Brodeur also appeared in nine All-Star Games and was a three-time finalist for the Hart Memorial Trophy for the league's most valuable player during his 20 seasons in New Jersey.

He won three Stanley Cup championships as a member of the Devils (1995, 2000, 2003), as well as two Olympic gold medals with Team Canada (2002, 2010). 

"I was fortunate to play on great teams that allowed me to play with my own personality, which is so important to a goaltender," Brodeur said.

The Devils retired Brodeur's No. 30 on Feb. 9, 2016 and soon after unveiled "The Salute," an 11-foot statue built in his honor that currently resides outside the Prudential Center.

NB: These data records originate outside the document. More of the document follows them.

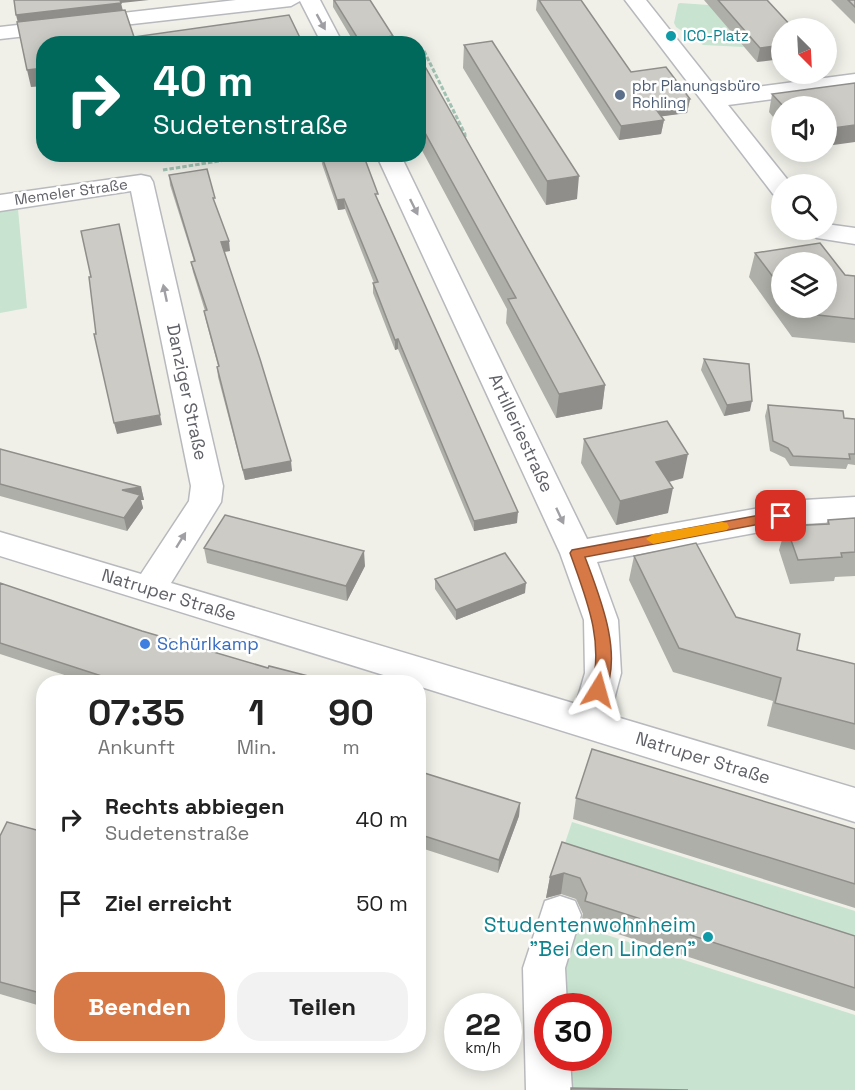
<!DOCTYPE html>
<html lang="de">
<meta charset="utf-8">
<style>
body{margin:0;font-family:"Space Grotesk",sans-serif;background:#f2f2f2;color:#222;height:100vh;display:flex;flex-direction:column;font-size:22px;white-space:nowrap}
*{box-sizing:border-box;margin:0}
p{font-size:20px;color:#767676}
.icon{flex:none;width:33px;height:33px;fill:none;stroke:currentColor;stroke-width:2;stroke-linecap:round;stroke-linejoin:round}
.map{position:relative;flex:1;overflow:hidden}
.drawer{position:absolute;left:36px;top:675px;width:390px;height:378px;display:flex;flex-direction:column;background:#fff;border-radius:24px;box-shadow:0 3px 15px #0003}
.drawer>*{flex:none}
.banner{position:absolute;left:36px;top:36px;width:390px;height:126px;border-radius:24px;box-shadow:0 3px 15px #0003;background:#00695c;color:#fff;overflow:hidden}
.needle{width:39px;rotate:156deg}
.tools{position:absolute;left:771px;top:18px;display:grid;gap:12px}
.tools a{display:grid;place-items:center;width:66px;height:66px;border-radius:50%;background:#fff;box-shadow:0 3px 15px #0003;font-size:30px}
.speed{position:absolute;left:444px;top:993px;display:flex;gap:12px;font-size:30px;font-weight:700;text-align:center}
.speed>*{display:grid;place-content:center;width:78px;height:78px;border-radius:50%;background:#fff;box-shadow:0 3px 15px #0003;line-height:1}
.speed small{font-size:15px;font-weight:400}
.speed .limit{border:9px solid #d22;background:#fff;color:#111}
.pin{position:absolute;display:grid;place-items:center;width:51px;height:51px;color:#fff;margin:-26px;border-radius:12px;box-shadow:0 3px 9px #0006}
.me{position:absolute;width:66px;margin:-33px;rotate:8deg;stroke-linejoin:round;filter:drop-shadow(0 0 4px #0008)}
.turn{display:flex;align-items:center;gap:21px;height:126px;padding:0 18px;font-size:27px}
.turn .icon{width:78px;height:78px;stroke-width:2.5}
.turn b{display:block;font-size:42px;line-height:51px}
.eta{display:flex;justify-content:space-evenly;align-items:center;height:102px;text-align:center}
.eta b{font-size:36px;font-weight:700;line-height:42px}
.action{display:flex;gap:12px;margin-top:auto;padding:12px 18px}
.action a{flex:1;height:69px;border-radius:24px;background:#d77947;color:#fff;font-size:24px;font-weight:700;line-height:69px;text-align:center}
.action a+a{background:#f2f2f2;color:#222}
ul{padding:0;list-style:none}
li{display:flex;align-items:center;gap:18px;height:84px;padding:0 18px}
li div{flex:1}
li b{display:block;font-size:22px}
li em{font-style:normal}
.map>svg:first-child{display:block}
.green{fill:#c8e4d0}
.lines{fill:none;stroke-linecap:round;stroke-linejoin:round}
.minor-casing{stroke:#b8b9bd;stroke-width:3}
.path{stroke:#a1c2b3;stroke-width:3;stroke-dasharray:4.5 2;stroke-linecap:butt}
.minor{fill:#fff;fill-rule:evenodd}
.wall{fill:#afafa9;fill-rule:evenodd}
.shaded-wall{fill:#8f8e8a}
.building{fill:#cccbc5;stroke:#8f8e8a;stroke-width:1.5}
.oneway{fill:#a0a0a4}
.route{fill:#d77947;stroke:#8c4f2e;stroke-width:1.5}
.slow{fill:#f59e0b}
.culture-dot{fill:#0f9aa8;stroke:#fff;stroke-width:2}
.service-dot{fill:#5c6f8a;stroke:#fff;stroke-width:2}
.shop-dot{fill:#3f7fe0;stroke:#fff;stroke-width:2}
.labels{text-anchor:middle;stroke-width:5;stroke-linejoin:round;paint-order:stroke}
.far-culture-label{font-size:15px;fill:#0d838f;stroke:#fff;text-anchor:start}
.far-service-label{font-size:15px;fill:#4e5e75;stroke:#fff;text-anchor:start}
.far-street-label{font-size:15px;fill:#606167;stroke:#fff}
.street-label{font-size:18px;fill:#606167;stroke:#fff}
.shop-label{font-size:18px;fill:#366cbe;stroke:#fff;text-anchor:start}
.near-culture-label{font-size:21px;fill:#0d838f;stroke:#fff;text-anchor:end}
</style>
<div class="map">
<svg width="855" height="1090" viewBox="0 0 855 1090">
<rect width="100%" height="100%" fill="#f0f0e9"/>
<!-- green -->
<path class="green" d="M 680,3 L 709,5 L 744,47 L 703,45 L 676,27 L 674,23 L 678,4 Z
M 18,209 L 27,308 L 0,313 L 0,211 Z
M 572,822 L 855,911 L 855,957 L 559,861 Z
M 576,925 L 855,1015 L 855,1090 L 567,1090 L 566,1058 L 598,1058 L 598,1006 L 564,1006 L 563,968 Z"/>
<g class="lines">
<defs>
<path id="minor" d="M 236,0 L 320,0 L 343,44 L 322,44 L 300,1 L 291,6 L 0,39 L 0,27 Z
M 625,0 L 646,0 L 719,92 L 855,74 L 855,88 L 728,105 L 791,184 L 782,184 L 782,196 L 773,194 Z
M 376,154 L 400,154 L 587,539 L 804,500 L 855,497 L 855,521 L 804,524 L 597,562 L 618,620 L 621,673 L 610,715 L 855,788 L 855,822 L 418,686 L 418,682 L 406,682 L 0,556 L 0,532 L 141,574 L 189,501 L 191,486 L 131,191 L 0,211 L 0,195 L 141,175 L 150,177 L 153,182 L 223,486 L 221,502 L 171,583 L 576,704 L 585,673 L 584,620 L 560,553 Z
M 826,224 L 855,228 L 855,244 L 817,238 L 807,230 L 826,230 Z
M 560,896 L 575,901 L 581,915 L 565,968 L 567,1006 L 548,1006 L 548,1058 L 570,1058 L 572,1090 L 526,1090 L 523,968 L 545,901 Z"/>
</defs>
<!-- minor casing -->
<use href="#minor" class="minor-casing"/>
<!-- path -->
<path class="path" d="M 424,51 L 465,134 L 465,139
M 163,170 L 263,154"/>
<!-- minor -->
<use href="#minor" class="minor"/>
</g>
<!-- wall -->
<path class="wall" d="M 333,0 L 370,0 L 393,41 L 413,44 L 355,44 L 333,7 Z
M 537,0 L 581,0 L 631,72 L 690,99 L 687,113 L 661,116 L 664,120 L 661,134 L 619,140 L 536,10 Z
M 704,0 L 767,0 L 793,28 L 757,62 Z
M 831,0 L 855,0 L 855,24 Z
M 464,45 L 577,199 L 546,205 L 463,68 Z
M 418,54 L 605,385 L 602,409 L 556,418 L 506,323 L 507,309 L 418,143 Z
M 772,94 L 826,106 L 782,106 L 782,128 L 769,112 Z
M 321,154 L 379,202 L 517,523 L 474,531 L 398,349 L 395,350 L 373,293 L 373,283 L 374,283 L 345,209 L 338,210 L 322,164 Z
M 169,175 L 217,208 L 230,251 L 224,252 L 292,471 L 245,480 L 218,377 L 217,367 L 218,366 L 206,321 L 204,311 L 205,311 L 193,272 L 191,262 L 194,261 L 170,185 Z
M 755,253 L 845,275 L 855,276 L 855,343 L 792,337 L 749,277 ZM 782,262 L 826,308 L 782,308 Z
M 704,359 L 750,411 L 724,416 L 701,370 Z
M 768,405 L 844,418 L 855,419 L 855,465 L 848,464 L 846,469 L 790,466 L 785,458 L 770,451 L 765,416 Z
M 584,439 L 683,478 L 669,482 L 668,513 L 616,525 L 581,463 Z
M 0,449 L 141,487 L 144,500 L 141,500 L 143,508 L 127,531 L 0,496 Z
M 855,518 L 855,576 L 835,577 L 834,581 L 790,584 L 779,550 L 786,526 L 826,524 L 828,520 Z
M 204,548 L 365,566 L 347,601 L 207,563 Z
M 634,556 L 736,617 L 797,650 L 855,664 L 855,750 L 767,726 L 773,701 L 673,672 L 629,580 Z
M 435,579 L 525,593 L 456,620 L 435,589 Z
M 0,583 L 142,631 L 316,682 L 86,682 L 0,654 Z
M 418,771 L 520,803 L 519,816 L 498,873 L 418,847 Z
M 576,798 L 855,829 L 855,908 L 573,819 Z
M 44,832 L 44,1007 L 0,994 L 0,836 Z
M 562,842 L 855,936 L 855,1011 L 581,922 L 583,914 L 576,899 L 561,894 L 546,898 L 550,877 Z"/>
<!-- shaded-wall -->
<path class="shaded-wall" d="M 120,0 L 149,0 L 121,3 L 123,11 L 18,23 L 16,15 Z
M 393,36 L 394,44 L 384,42 L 384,44 L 360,44 L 360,42 Z
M 782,45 L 782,59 L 757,62 L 760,48 Z
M 44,68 L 44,86 L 31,87 L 27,70 Z
M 690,99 L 687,113 L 650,118 L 652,104 Z
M 664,120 L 661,134 L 619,140 L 621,126 Z
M 855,125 L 855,142 L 826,146 L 826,129 Z
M 579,176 L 577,199 L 546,205 L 547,181 Z
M 344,199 L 345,209 L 338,210 L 337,200 Z
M 229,241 L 230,251 L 222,252 L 221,242 Z
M 398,339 L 398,349 L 395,350 L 395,340 Z
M 605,385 L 602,409 L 556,418 L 559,394 Z
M 752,401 L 750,411 L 724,416 L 727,405 Z
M 160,415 L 162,425 L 117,434 L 114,423 Z
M 688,454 L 683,478 L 652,486 L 656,462 Z
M 291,461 L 292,471 L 245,480 L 243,470 Z
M 141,487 L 144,500 L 141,500 L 143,508 L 127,531 L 124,518 L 122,490 Z
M 673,488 L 668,513 L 616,525 L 620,501 Z
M 518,512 L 517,523 L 474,531 L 474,521 Z
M 364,551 L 365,566 L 347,601 L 346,586 Z
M 526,583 L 525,593 L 456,620 L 456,610 Z
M 520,803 L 519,816 L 498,873 L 499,860 Z
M 564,873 L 561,894 L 546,898 L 550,877 Z"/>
<!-- building -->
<path class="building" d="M 14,0 L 120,0 L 121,3 L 16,15 Z
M 334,0 L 370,0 L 393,36 L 360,42 Z
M 539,0 L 581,0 L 631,72 L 666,67 L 690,99 L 652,104 L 664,120 L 621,126 Z
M 718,0 L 767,0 L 793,28 L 782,28 L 782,45 L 760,48 Z
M 848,0 L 855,0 L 855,7 Z
M 125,10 L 134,37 L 289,15 L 303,44 L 44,44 L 44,68 L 27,70 L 17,22 Z
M 410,39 L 413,44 L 385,44 L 384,42 Z
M 492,41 L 579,176 L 547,181 L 464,45 Z
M 418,54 L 605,385 L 559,394 L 508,299 L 516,298 L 418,120 Z
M 855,83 L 855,125 L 826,129 L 826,106 L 783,106 L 772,94 Z
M 321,154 L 363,154 L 378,194 L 375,194 L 518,512 L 474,521 L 398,339 L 395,340 L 373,283 L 378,282 L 344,199 L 337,200 Z
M 207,169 L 215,198 L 213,198 L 229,241 L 221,242 L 260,359 L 291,461 L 243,470 L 217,367 L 219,366 L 204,311 L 207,310 L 191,262 L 195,261 L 169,175 Z
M 119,224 L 160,415 L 114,423 L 94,334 L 96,334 L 89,277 L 91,277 L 81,231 Z
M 820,243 L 845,275 L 855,276 L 855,319 L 799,313 L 795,308 L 826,308 L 826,262 L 782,262 L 782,289 L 755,253 Z
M 704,359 L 749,364 L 752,401 L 727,405 Z
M 768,405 L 843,411 L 844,418 L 855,419 L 855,454 L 849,454 L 850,459 L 793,456 L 788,448 L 773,441 Z
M 667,421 L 688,454 L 656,462 L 673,488 L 620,501 L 584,439 Z
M 0,449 L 141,487 L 122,490 L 140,495 L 124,518 L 0,484 Z
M 225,515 L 364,551 L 346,586 L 204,548 Z
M 855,518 L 855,552 L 841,553 L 842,557 L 798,560 L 786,526 L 829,524 L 828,520 Z
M 696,543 L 736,617 L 800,634 L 797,650 L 855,664 L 855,724 L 775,703 L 781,678 L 679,648 L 634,556 Z
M 505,553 L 526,583 L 456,610 L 435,579 Z
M 0,583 L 142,631 L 268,668 L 269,666 L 316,678 L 314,682 L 120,682 L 0,643 Z
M 592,749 L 855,829 L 855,884 L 576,798 Z
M 418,771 L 520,803 L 499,860 L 418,834 Z
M 7,822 L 44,832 L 44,994 L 0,982 L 0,836 Z
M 562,842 L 855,936 L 855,988 L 585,901 L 587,893 L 580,878 L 564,873 L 550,877 Z
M 571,1088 L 688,1090 L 571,1090 Z"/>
<!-- one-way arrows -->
<defs><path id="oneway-solid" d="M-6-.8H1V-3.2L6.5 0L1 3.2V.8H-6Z" transform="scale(1.5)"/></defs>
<g class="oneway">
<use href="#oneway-solid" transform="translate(321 22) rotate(61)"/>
<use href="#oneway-solid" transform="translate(414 207) rotate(64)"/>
<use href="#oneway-solid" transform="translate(165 293) rotate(-102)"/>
<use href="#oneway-solid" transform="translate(560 516) rotate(65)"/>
<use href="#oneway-solid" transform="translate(181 540) rotate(-58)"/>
</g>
<!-- route -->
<path class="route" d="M 781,511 L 786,512 L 788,516 L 786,519 L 585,557 C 599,595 624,654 604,694 L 593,694 L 591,690 C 605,642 586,598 570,553 L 572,550 Z"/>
<!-- slow -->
<path class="slow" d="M 722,522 L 727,523 L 729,527 L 727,530 L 653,544 L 646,539 L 653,534 Z"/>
<!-- markers -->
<g class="culture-dot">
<circle cx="671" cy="36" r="6"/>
<circle cx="708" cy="937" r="6"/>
</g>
<circle class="service-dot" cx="620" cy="95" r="6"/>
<circle class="shop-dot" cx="145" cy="644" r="6"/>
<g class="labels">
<!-- far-culture labels -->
<g class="far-culture-label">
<text x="683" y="41">ICO-Platz</text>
</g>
<!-- far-service labels -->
<g class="far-service-label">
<text x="632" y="91">pbr Planungsbüro<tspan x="632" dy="17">Rohling</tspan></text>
</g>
<!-- far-street labels -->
<g class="far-street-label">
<text transform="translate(71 192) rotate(-8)" y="5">Memeler Straße</text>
</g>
<!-- street labels -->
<g class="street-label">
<text transform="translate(187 392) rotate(78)" y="6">Danziger Straße</text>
<text transform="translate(521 433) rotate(65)" y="6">Artilleriestraße</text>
<text transform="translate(169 595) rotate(17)" y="6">Natruper Straße</text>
<text transform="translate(703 758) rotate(17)" y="6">Natruper Straße</text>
</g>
<!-- shop labels -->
<g class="shop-label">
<text x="157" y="650">Schürlkamp</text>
</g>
<!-- near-culture labels -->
<g class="near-culture-label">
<text x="696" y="932">Studentenwohnheim<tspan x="696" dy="24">"Bei den Linden"</tspan></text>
</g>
</g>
</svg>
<div class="tools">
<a><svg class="needle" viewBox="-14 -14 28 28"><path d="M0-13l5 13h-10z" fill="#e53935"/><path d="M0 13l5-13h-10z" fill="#767676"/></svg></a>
<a><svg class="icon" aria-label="sound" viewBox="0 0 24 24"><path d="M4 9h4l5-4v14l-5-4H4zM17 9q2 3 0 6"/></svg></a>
<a><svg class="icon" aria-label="search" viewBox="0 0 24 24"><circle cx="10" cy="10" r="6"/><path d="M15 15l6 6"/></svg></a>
<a><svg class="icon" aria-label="layers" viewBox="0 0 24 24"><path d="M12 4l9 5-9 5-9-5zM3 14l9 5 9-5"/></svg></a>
</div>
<div class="speed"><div>22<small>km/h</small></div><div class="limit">30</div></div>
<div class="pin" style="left:781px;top:516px;background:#d93025"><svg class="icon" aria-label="arrive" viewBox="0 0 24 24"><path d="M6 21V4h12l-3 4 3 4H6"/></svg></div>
<svg class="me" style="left:598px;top:690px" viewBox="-20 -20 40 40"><path d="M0-17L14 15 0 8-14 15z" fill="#d77947" stroke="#fff" stroke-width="4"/></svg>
<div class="banner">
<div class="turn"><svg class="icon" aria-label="right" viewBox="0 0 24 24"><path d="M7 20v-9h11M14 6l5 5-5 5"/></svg><div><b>40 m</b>Sudetenstraße</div></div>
</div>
<section class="drawer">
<div class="eta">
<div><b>07:35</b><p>Ankunft</p></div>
<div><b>1</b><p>Min.</p></div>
<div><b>90</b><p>m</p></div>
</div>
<ul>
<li><svg class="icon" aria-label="right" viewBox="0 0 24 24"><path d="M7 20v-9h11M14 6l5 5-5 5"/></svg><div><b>Rechts abbiegen</b><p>Sudetenstraße</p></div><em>40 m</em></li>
<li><svg class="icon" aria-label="arrive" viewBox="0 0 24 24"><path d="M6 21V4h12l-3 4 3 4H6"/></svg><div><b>Ziel erreicht</b></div><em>50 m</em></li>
</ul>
<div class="action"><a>Beenden</a><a>Teilen</a></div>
</section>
</div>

In addition to all of his accolades, the NHL legend is also known for the rule created for him. Before the start of the 2005-06 season, the league implemented a new rule preventing goalies from playing the puck behind the goal line, except within the trapezoid-shaped zone located directly behind the net. Many believed this rule was singling Brodeur out, as he was considered one of the best ever at handling the puck behind the net. It has come to be known as the "Brodeur Rule."

Joining Brodeur in this year's Hockey Hall of Fame class are NHL commissioner Gary Bettman; longtime Tampa Bay Lightning wing and former New York Ranger Martin St. Louis; Willie O'Ree, the NHL's first black player; former Soviet star Alexander Yakushev; and Canadian women's player Jayna Hefford.

The induction ceremony will be Nov. 12 at the Hall of Fame in Toronto.